Матье стал спокойно перелистывать книгу и отшатнулся, настолько неутешительными казались иллюстрации. Затем он обратился к оглавлению, нашел раздел «Легкие» и тотчас же открыл его. «Рак легких безоговорочно фатален, – прочел он, снисходительно взирая на страницу, как будто его интересовали патологические фантазии какого-то другого лица. – Невозможность проведения операции, которая не нанесла бы непоправимый ущерб соседним органам… и т. д., как правило, удерживает даже самых решительных специалистов-практиков от оперативного вмешательства». Подарив Матье столь решительные откровения медицинского характера, книга вылетела из его рук от удара футбольного мяча. Матье поднял с земли и книгу, и мяч, положил то и другое на скамейку и, подняв взгляд, увидел, как к нему несется галопом мальчишка лет девяти-десяти с разгневанным и даже озлобленным лицом.

– Мой мяч! – требовательно проговорил он.

«Негодник, к тому же совсем не воспитан», – подумал Матье.

– Ты его получишь, если извинишься, – заявил Матье, строго глядя на мальчишку.

– С чего это мне извиняться?

– С того, что ты выбил у меня из рук книгу.

Воцарилось молчание. Ребенок, похоже, гулял один, без присмотра. Его не окликали ни мать, ни другие мальчишки.

– А что ты читаешь? – поинтересовался он.

– Книга называется «Карцинома и ее многочисленные формы».

Мальчик тут же завертелся вокруг Матье, повторяя гнусавым голосом:

– …и ее многочисленные формы… и ее многочисленные формы… и ее многочисленные формы… – и подпрыгивая при этом на одной ножке, словно дегенерат.

Матье же разглядывал мальчишку с усталым презрением.

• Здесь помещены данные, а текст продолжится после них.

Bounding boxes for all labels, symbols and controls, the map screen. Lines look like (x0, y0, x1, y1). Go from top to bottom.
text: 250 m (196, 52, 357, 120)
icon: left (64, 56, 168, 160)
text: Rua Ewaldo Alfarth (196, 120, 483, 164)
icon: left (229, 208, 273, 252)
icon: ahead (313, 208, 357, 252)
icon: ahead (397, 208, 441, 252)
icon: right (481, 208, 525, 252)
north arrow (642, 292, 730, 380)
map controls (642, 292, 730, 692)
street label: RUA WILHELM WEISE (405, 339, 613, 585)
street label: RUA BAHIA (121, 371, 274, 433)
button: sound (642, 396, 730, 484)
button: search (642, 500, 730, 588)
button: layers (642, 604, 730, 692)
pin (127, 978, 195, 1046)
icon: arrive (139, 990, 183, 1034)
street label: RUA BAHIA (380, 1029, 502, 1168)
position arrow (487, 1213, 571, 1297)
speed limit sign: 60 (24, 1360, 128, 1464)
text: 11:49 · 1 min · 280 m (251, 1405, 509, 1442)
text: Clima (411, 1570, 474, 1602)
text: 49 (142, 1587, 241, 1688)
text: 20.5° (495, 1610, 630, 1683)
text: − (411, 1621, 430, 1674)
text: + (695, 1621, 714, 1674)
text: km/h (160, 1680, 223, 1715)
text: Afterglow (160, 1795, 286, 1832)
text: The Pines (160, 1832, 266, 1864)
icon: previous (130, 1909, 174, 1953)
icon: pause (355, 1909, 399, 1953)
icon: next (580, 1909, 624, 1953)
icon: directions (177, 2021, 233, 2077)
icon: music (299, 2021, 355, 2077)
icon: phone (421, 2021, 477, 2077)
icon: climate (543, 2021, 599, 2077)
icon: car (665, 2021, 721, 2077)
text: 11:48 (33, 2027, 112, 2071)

– А что такое многочисленные формы?

– Во всяком случае, к тебе это отношения не имеет. Ты – уникальная форма труса и слабака, – проговорил Матье с наглой ухмылкой, как бы передразнивая мальчишку. Да, с этой малолетней сволочью он будет непреклонен!

И он вновь углубился в чтение, придерживая рукой мяч. Но слова текста им не воспринимались, ибо мешало присутствие противника.

И он вновь углубился в чтение, придерживая рукой мяч. Но слова текста им не воспринимались, ибо мешало присутствие противника.

– Отдай мой мяч!

– Попроси вежливо.

– А я не умею!

Мальчишка явно лгал. Разыгрывал из себя волчонка, одинокого хищника, чтобы заставить Матье уступить. Этот номер не пройдет.

– Тебе придется попробовать сменить тон.

Матье едва сдерживался, сохраняя внешнее спокойствие.

– Вы не имеете права! Это не ваш мяч! Это мяч моего отца! Мой отец его мне купил!

– А мне на это наплевать!

– Я сейчас схожу за отцом и приведу его сюда!

– Приводи, я ему живо морду набью! – решительно заявил Матье.

Наступившую было устрашающую, невероятную тишину взорвал радостный крик:

– Это он тебе морду на…

– Ты так полагаешь?

И Матье поднялся во весь рост и направил свои метр девяносто два, широко расправив плечи профессионального регбиста, на малолетнего ублюдка – не только одержимого желанием вернуть свое во что бы то ни стало, но еще и труса.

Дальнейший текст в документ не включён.